What the Conseil d’Etat case law contributes
Case law had on several occasions accepted that a provision recognised in the accounts could be reconsolidated back for the purposes of determining the earnings figure for taxation purposes of the year in which it was allocated, and then deducted from the taxable earnings figure of the subsequent year (this is implied by the decision of the Paris Administrative Court of 2 February 2010).

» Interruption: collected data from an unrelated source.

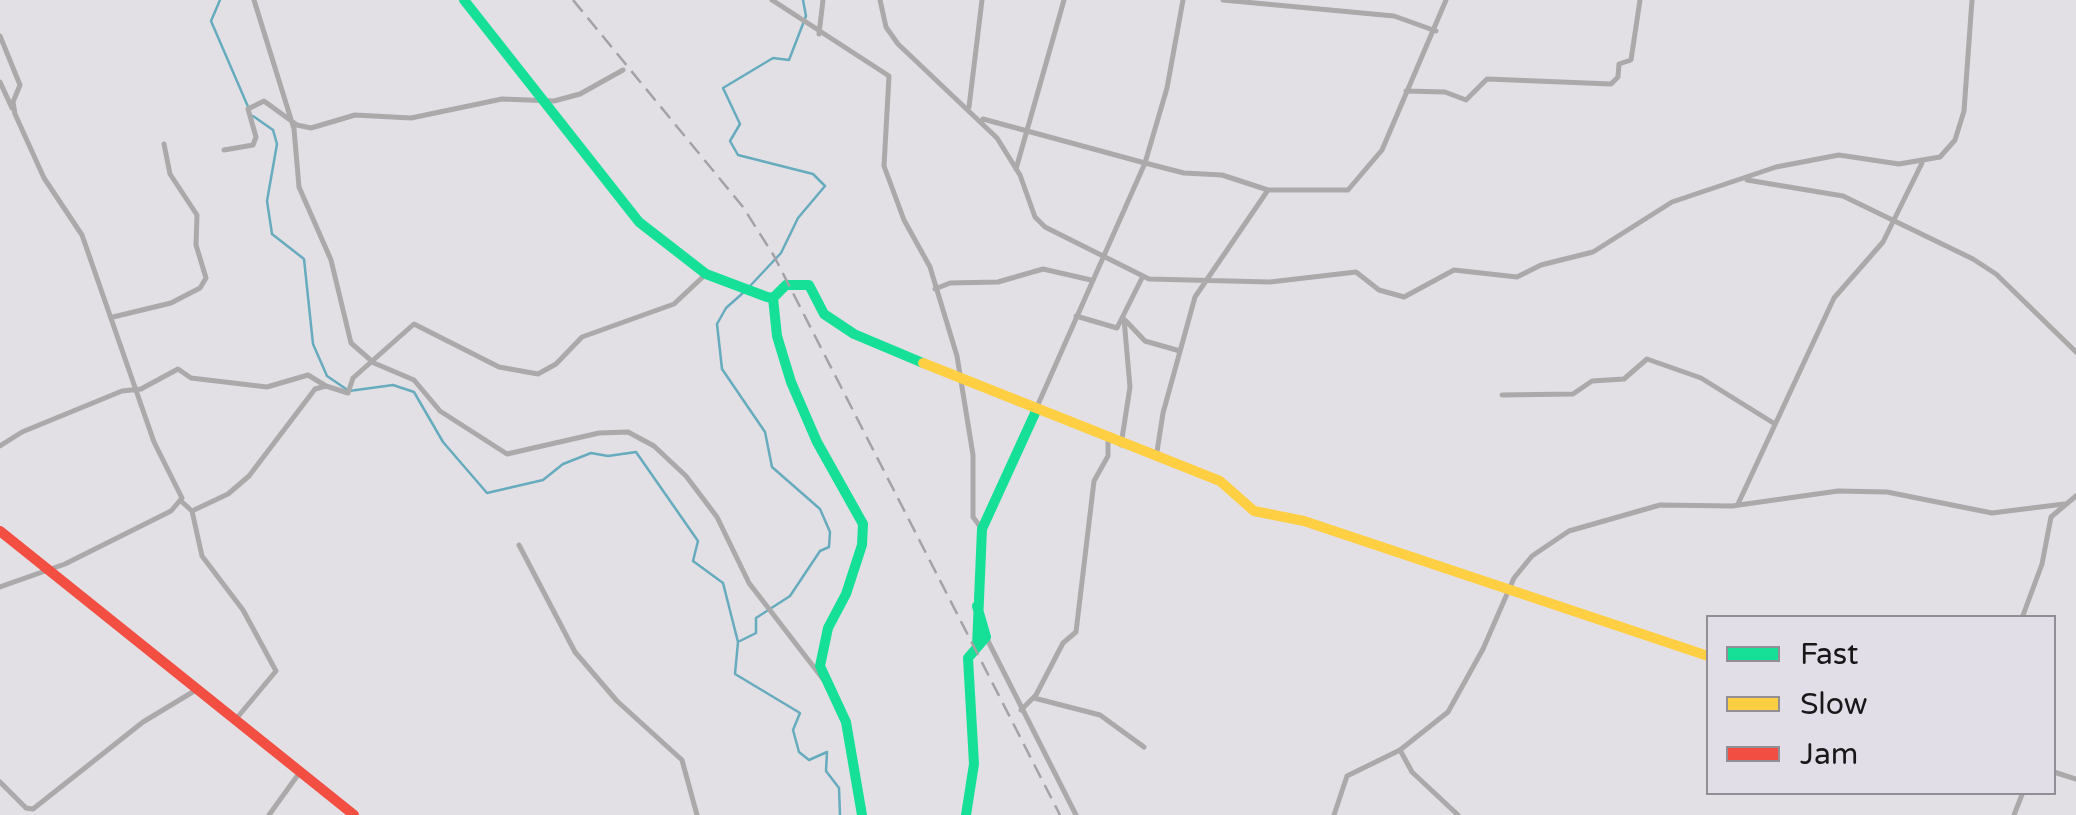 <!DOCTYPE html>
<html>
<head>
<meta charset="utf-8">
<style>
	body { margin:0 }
	#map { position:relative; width:2076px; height:815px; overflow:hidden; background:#e2e0e5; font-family:"Varela Round",sans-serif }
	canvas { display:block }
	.legend { position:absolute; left:1706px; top:615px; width:350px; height:180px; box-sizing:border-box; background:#e1dee7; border:2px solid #918e95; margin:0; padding:12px 18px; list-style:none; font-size:30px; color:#18171a }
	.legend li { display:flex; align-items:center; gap:20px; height:50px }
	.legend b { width:50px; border:2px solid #918e95 }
</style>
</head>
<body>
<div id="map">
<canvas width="2076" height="815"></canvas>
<ul class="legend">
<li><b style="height:12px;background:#16e098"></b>Fast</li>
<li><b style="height:12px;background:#ffcf43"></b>Slow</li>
<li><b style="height:12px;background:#f24e42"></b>Jam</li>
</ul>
</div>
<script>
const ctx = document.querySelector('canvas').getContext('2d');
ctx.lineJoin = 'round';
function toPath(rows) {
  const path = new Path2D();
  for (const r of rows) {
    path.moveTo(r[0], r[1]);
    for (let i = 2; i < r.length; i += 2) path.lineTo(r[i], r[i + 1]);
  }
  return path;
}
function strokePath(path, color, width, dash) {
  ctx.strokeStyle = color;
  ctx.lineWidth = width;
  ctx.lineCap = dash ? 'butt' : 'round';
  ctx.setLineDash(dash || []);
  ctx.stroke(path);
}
strokePath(toPath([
	[220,0,211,21,249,109],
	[253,116,273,130,277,144,267,201,272,234,304,259,313,344,327,376,349,391,393,385,414,392,443,442,487,493,543,480,563,464,591,453,608,456,636,452,698,541,693,561,723,583,738,642,735,674,800,713,793,730,799,752,809,760,827,752,826,771,839,788,840,815],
	[750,286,781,253,798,218,825,186,813,174,738,155,730,141,740,124,723,88,773,58,789,60,806,16,803,0],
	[740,641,756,633,756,618,790,596,820,551,829,547,830,532,820,509,772,467,765,432,722,369,717,324,726,308,744,292]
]), '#67abbe', 2.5);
strokePath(toPath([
	[254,0,294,129,299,187,331,260,351,343,374,363,414,380,440,411,507,454,599,433,628,432,654,446,686,476,717,517,749,583,823,679],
	[772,0,889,76,884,166,904,220,930,267,957,356,973,455,973,517,982,529],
	[880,0,886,27,898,44,997,138,1020,175,1035,217,1045,227,1149,279,1270,282,1356,272,1379,290,1404,297,1454,270,1517,277,1541,265,1593,252,1672,202,1776,167,1839,155,1899,164,1940,157,1955,140,1964,111,1972,0],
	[1223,0,1394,16,1436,31],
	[819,34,823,0],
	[0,36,20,85,13,102,15,114,44,178,82,235,154,442,182,498,171,511,65,564,0,587],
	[0,82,12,108],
	[1406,91,1445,92,1466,100,1487,79,1611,84,1618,77,1619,64,1631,60,1640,0],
	[969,107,982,0],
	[983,119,1145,163,1184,173,1222,175,1268,190,1348,190,1382,150,1446,0],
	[224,150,253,145,256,137,248,109,264,101,297,125,311,128,355,115,411,118,502,99,554,101,580,94,623,70],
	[1016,169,1064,0],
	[1747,180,1843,196,1973,259,1996,274,2076,352],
	[935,289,950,283,998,282,1043,269,1091,280],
	[1076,316,1117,328,1143,276],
	[113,317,171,303,200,288,206,278,196,245,197,215,170,174,164,144],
	[1126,321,1145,341,1180,351],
	[1502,395,1573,394,1592,381,1624,379,1647,359,1701,378,1775,424],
	[1036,409,1145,163,1167,88,1183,0],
	[1121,445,1130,387,1124,319],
	[0,446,22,432,122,391,141,389,178,369,191,378,267,387,308,375,326,386],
	[1156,458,1163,413,1195,297,1268,190],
	[181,501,192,511,202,556,243,610,276,671,236,719],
	[1738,504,1834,298,1883,242,1922,163],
	[192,511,228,494,249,476,315,389,326,386,348,393,353,378,414,324,499,367,538,374,556,364,582,337,674,304,706,274],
	[519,545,575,652,617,701,682,760,697,815],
	[2022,618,2042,564,2051,517,2076,496],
	[986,637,1076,815],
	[1034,698,1100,715,1144,747],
	[1021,710,1036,695,1063,643,1076,632,1094,481,1108,456,1108,442],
	[1400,750,1412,772,1458,815],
	[2054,772,2076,779],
	[0,782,26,808,33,809,143,722,196,690],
	[269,815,300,772],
	[1334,815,1347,776,1400,750,1448,712,1483,649,1514,578,1532,556,1569,531,1660,505,1732,506,1838,491,1887,492,1992,513,2064,504],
	[2014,815,2023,792]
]), '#aba9aa', 5);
strokePath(toPath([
	[464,0,639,222,706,274,767,297,773,298,786,285,809,285,824,314,854,334,923,363],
	[773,298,777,336,791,382,817,442,863,524,862,545,846,594,828,628,820,666,846,722,862,815],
	[977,646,982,529,1036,411],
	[966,815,974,764,968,658,986,637,977,606]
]), '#16e098', 10);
strokePath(toPath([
	[923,363,1220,481,1254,511,1304,521,1708,656]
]), '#ffcf43', 10);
strokePath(toPath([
	[0,531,354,815]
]), '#f24e42', 10);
strokePath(toPath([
	[573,0,743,207,774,256,1060,815]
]), '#a3a2a4', 2.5, [15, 8]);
</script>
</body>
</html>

Therefore, it seemed possible for a company to record a provision in year N without deducting it from the taxable earnings figure in that same year N, thus treating the provision differently for accounting purposes and for tax purposes.
However, in its decision of 23 December 2013, the Conseil d’Etat found that the company that recognises a provision in respect of a particular financial year is required to deduct it from its taxable earnings figure for that same financial year, thus imposing a strict application of the principle of the connection between accounting and taxation, as defined in Article 38-quater of Appendix III of the General Taxation Code.

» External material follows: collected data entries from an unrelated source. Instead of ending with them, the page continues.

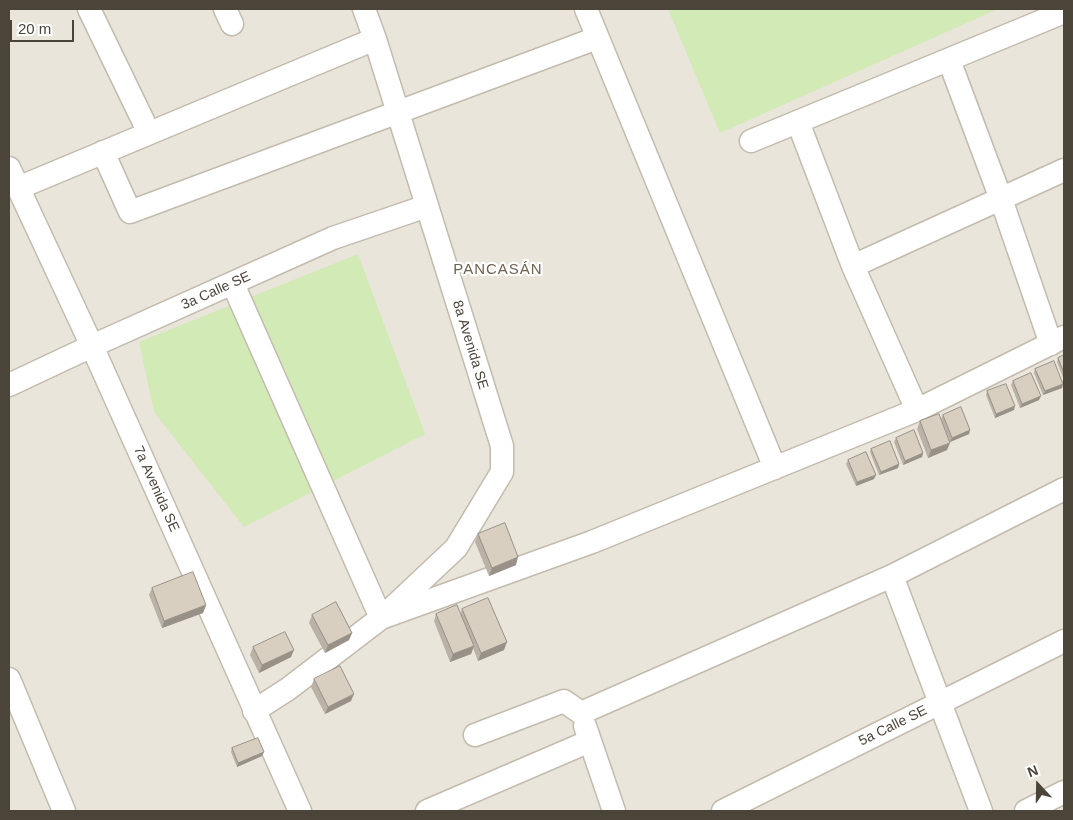 <!DOCTYPE html>
<meta charset="utf-8">
<style>
body{margin:0}
#map{position:relative;width:1073px;height:820px;overflow:hidden;background:#f6f3ec;font-family:Arial,sans-serif}
canvas{display:block}
.frame{position:absolute;inset:0;border:10px solid #4b4439;pointer-events:none}
.north{position:absolute;left:1013px;top:760px;width:50px;height:50px;-webkit-text-stroke:4px #fff;paint-order:stroke;rotate:339deg;font-size:14px;font-weight:700;line-height:20px;text-align:center;color:#4b4439}
.north::after{content:'';display:block;margin:auto;width:18px;height:22px;background:#4b4439;clip-path:polygon(50% 0,100% 100%,50% 72%,0 100%)}
.scale{position:absolute;left:10px;top:20px;width:64px;height:22px;box-sizing:border-box;border:2px solid #4b4439;border-top:0;padding-left:6px;font-size:15px;line-height:18px;white-space:nowrap;color:#4b4439;-webkit-text-stroke:4px #fff;paint-order:stroke}
</style>
<div id="map">
<canvas width="1073" height="820"></canvas>
<div class="frame"></div>
<div class="north">N</div>
<div class="scale">20 m</div>
</div>
<script>
const context = document.querySelector('canvas').getContext('2d');
context.lineJoin = 'round';
function fill(path, color) {
  context.fillStyle = color;
  context.fill(path, 'evenodd');
}
function stroke(path, color, width, dash) {
  context.strokeStyle = color;
  context.lineWidth = width;
  context.lineCap = dash ? 'butt' : 'round';
  context.setLineDash(dash || []);
  context.stroke(path);
}
function drawText(font, color, halo, rows, align = 'center') {
  context.font = font + ' Arial,sans-serif';
  context.lineWidth = 4.5;
  context.setLineDash([]);
  context.textBaseline = 'middle';
  context.strokeStyle = halo;
  context.fillStyle = color;
  for (const [text, x, y, turn = 0] of rows) {
    context.save();
    context.translate(x, y);
    context.rotate((+turn || 0) * Math.PI / 180);
    context.textAlign = isNaN(turn) ? turn : align;
    if (halo) context.strokeText(text, 0, 0);
    context.fillText(text, 0, 0);
    context.restore();
  }
}
fill(new Path2D(`
 M9,9h1055v802h-1055z`), '#eae5da');
fill(new Path2D(`
 M668,9h330l-278,124z
 M358,254l67,180 -181,93 -90,-115 -15,-70z`), '#d2eab5');
const street = new Path2D(`
 M89,9l60,124
 M225,9l7,15
 M364,9l11,30 127,407v26l-46,76 -68,64
 M586,9l189,459
 M949,60l52,139 50,145
 M798,122l55,144 64,144
 M751,141l313,-129
 M103,152l27,60 467,-174
 M9,168l83,178 208,465
 M18,188l357,-149
 M853,266l211,-96
 M233,284l148,334
 M9,385l83,-39 241,-108 94,-32
 M892,576l89,235
 M9,679l55,132
 M254,711l34,-22 93,-71 211,-76 325,-132 147,-73
 M581,713l311,-137 172,-87
 M585,726l29,85
 M475,735l89,-34 17,12
 M427,811l163,-70
 M723,811l341,-170
 M1026,811l38,-19`);
stroke(street, '#c2bbae', 25);
stroke(street, '#fff', 22);
fill(new Path2D(`
 M1064,355v25l-7,-18 1,-4z
 M1035,369l27,19 -19,7 -9,-22z
 M1013,381l26,19 -19,8 -9,-23z
 M987,391l27,19 -19,8 -9,-23z
 M943,415l27,15 -1,4 -19,8 -9,-23z
 M920,421l27,29 -19,8 -11,-29z
 M896,438l27,15 -1,4 -19,8 -9,-23z
 M871,449l28,15 -1,4 -19,7 -9,-23z
 M848,460l26,19 -18,7 -10,-22z
 M478,534l38,31 -27,11 -14,-34z
 M152,588l54,17 -3,8 -41,15 -13,-33z
 M462,609l42,41 -26,11 -5,-13 -2,6 -21,8 -16,-41 2,-7 24,1z
 M312,615l40,18 -3,7 -24,13 -16,-30z
 M253,647l38,10 -32,16 -9,-18z
 M314,679l37,22 -26,13 -14,-27z
 M232,748l30,8 -25,11 -6,-15z`), '#bab2a6');
fill(new Path2D(`
 M1063,384l-1,4 -19,7 2,-4z
 M1041,396l-2,4 -19,8 2,-4z
 M1015,406l-1,4 -19,8 1,-4z
 M970,430l-1,4 -19,8 2,-4z
 M950,443l-3,7 -19,8 3,-8z
 M923,453l-1,4 -19,8 2,-4z
 M899,464l-1,4 -19,7 2,-3z
 M876,475l-2,4 -18,7 1,-4z
 M518,557l-2,8 -27,11 3,-8z
 M206,605l-3,8 -41,15 2,-7z
 M352,633l-3,7 -24,13 3,-8z
 M507,642l-3,8 -26,11 3,-8z
 M474,646l-3,8 -21,8 3,-8z
 M294,650l-3,7 -32,16 3,-8z
 M354,694l-3,7 -26,13 3,-7z
 M264,752l-2,4 -25,11 1,-4z`), '#979187');
const building = new Path2D(`
 M1064,355v18l-6,-15z
 M1054,361l9,23 -18,7 -10,-22z
 M1031,373l10,23 -19,8 -9,-23z
 M1006,384l9,22 -19,8 -9,-23z
 M961,407l9,23 -18,8 -9,-23z
 M939,414l11,29 -19,7 -11,-29z
 M914,430l9,23 -18,8 -9,-23z
 M890,441l9,23 -18,8 -10,-23z
 M866,452l10,23 -19,7 -9,-22z
 M505,523l13,34 -26,11 -14,-34z
 M193,572l13,33 -42,16 -12,-33z
 M488,598l19,44 -26,11 -19,-44z
 M336,602l16,31 -24,12 -16,-30z
 M457,605l17,41 -21,8 -17,-40z
 M285,632l9,18 -32,15 -9,-18z
 M340,666l14,28 -26,13 -14,-28z
 M258,738l6,14 -26,11 -6,-15z`);
fill(building, '#d8cfc1');
stroke(building, '#979187', 1);
drawText('14px', '#4b4439', '#fff', [
 ["3a Calle SE",216,291,-24],
 ["8a Avenida SE",470,345,73],
 ["7a Avenida SE",156,489,66],
 ["5a Calle SE",893,726,-26]
]);
context.letterSpacing = '1px';
drawText('15px', '#6e6250', '#fff', [
 ["PANCASÁN",498,270]
]);
context.letterSpacing = '0px';
</script>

The consequences of the accounting and taxation rules being aligned
The principle of the accounting and taxation rules being in alignment on the matter of provisions must therefore be applied, unless special rules arising out of tax law prevent it. Therefore, the taxation authority would be entitled to assess the reversal of a provision for taxation even if such reversal was not deducted for tax purposes when it was allocated, since it met the criteria for deduction in taxation terms. However, to tax a reversal of a provision, that provision is required to exist on the opening tax balance sheet for the financial year in which it was reversed.
Two prospective situations may be deduced from the application of the mechanism of intangibility of the opening balance sheet and of the Conseil d’Etat case law:
– if the reversal of provision occurs in respect of the first financial year that is not outside the statute of limitations, the taxation authority should not be entitled to tax its reversal as exhibited in the accounts, since the rule of the intangibility of the opening balance sheet of the first financial year that is not outside the statute of limitations prevents the provision from being recorded in that balance sheet earlier;
– if the reversal of provision occurs in respect of a subsequent financial year, the taxation authority would be entitled to tax its reversal as exhibited in the accounts. However, pursuant to the theory of symmetrical corrections, the company would be entitled to obtain an abatement in respect of the first financial year that is not outside the statute of limitations, unless the deduction was omitted deliberately.
To summarise, a company does not therefore lay itself open to being assessed for taxation in respect of the reversal of a provision unless it deliberated refrained from deducting such provision while the tax conditions of such deduction were fulfilled.